YN : Pourquoi avoir choisi une section carrée pour les timbres, et comment cela change-t-il la perception auditive ?
FZ : La forme de la section des timbres découle des contraintes de fabrication d’une glace à timbres monobloc en saphir mais également des contraintes de rayonnement acoustique.
Le son produit par un timbre de section carrée est un savant mélange entre des modes de vibration radiaux et transversaux. Ce modèle vibratoire complexe engendre une sonnerie vraiment riche, à la fois harmonieuse et nuancée à l'oreille.
YN : Vous collaborez avec l’HEPIA, haute école d’ingénierie à Genève, pour analyser le son si spécial des gongs en saphir. Qu’apporte une telle approche scientifique ?
FZ : L’approche scientifique permet de caractériser le son de nos timbres en saphir à l’aide de descripteurs physiques et psychoacoustiques. Elle nous permet d’analyser finement les modifications et les réglages que nous effectuons sur les éléments participants à la création du son de nos montres. Nous pouvons ainsi confronter nos idées avec celles de spécialistes de l’acoustique. Mais, au final, le véritable «juge de paix», c’est et ce sera toujours l’oreille de Monsieur Karl-Friedrich Scheufele. L’émotion que nous cherchons à transmettre ne pourra jamais se réduire à une liste d’indicateurs. »
YN : La Grand Strike est la grande sonnerie la plus certifiée et testée parmi les montres contemporaines. François de Titta, vous êtes responsables prototypes mouvements chez Chopard. Pourriez-vous nous parler du challenge que représentent la certification COSC, Poinçon de Genève, mais aussi les tests en interne de 62’400 cycles d’activation ?

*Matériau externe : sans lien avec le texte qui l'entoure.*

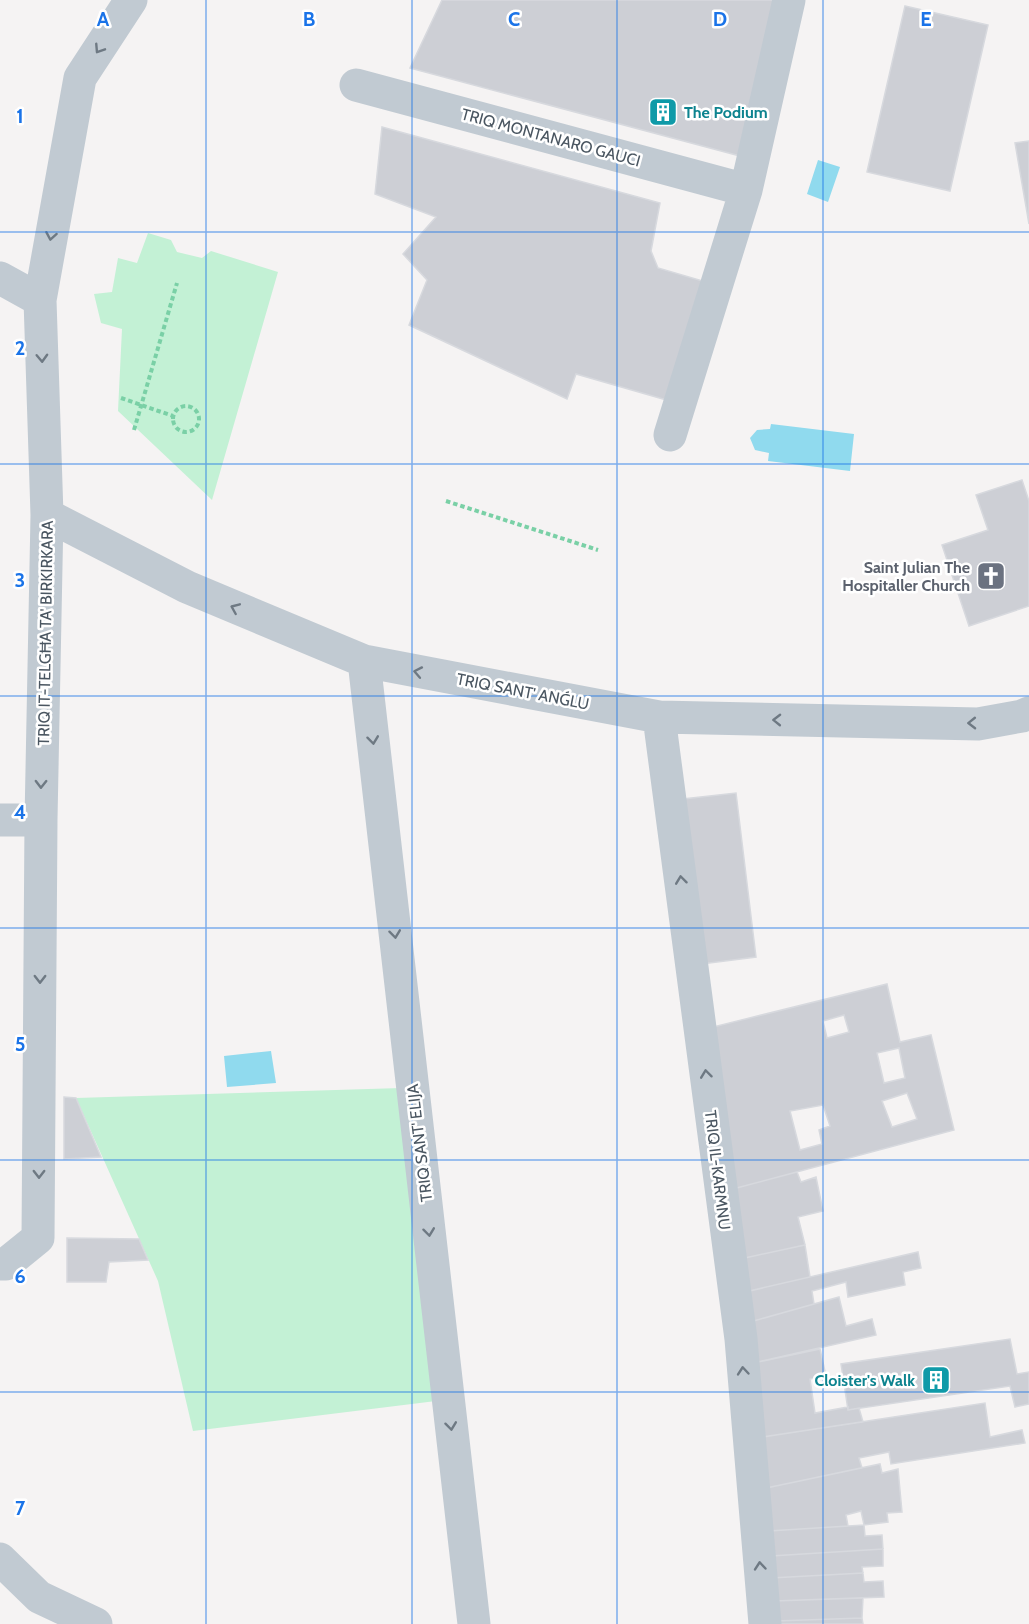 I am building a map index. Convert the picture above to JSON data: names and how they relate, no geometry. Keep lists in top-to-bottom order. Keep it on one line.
{"streets":{"street":["TRIQ MONTANARO GAUCI","TRIQ IT-TELGĦA TA' BIRKIRKARA","TRIQ SANT' ANǴLU","TRIQ SANT' ELIJA","TRIQ IL-KARMNU"]},"crossings":[["TRIQ IT-TELGĦA TA' BIRKIRKARA","TRIQ SANT' ANǴLU"],["TRIQ SANT' ANǴLU","TRIQ SANT' ELIJA"],["TRIQ SANT' ANǴLU","TRIQ IL-KARMNU"]],"one_way":["TRIQ IT-TELGĦA TA' BIRKIRKARA","TRIQ SANT' ANǴLU","TRIQ SANT' ELIJA","TRIQ IL-KARMNU"],"places":{"building":["The Podium","Cloister's Walk"],"church":["Saint Julian The Hospitaller Church"]},"grid":{"columns":["A","B","C","D","E"],"rows":["1","2","3","4","5","6","7"]}}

FT : Le défi consiste à garantir que, quel que soit le mode d’utilisation, la montre affiche et sonne l’heure juste avec une esthétique irréprochable sur le long terme.
Ce défi est plein de contradictions. Pour obtenir la certification COSC facilement, il faut que la montre ait des variations d’amplitude très faibles. Mais avec une grande sonnerie, ces variations d’amplitude sont inévitables. Il faut donc maîtriser finement le réglage pour que le mouvement reste stable et précis, même avec ces écarts. Ensuite, chaque composant doit être décoré selon les critères du Poinçon de Genève, avec le plus grand soin, pour ne pas modifier leur dimension ni nuire à leur bon fonctionnement. Et pour finir, les tests de vieillissement viennent confirmer que toute la conception est solide dans le temps, et que la montre pourra être transmise aux générations futures en conservant toute sa fiabilité.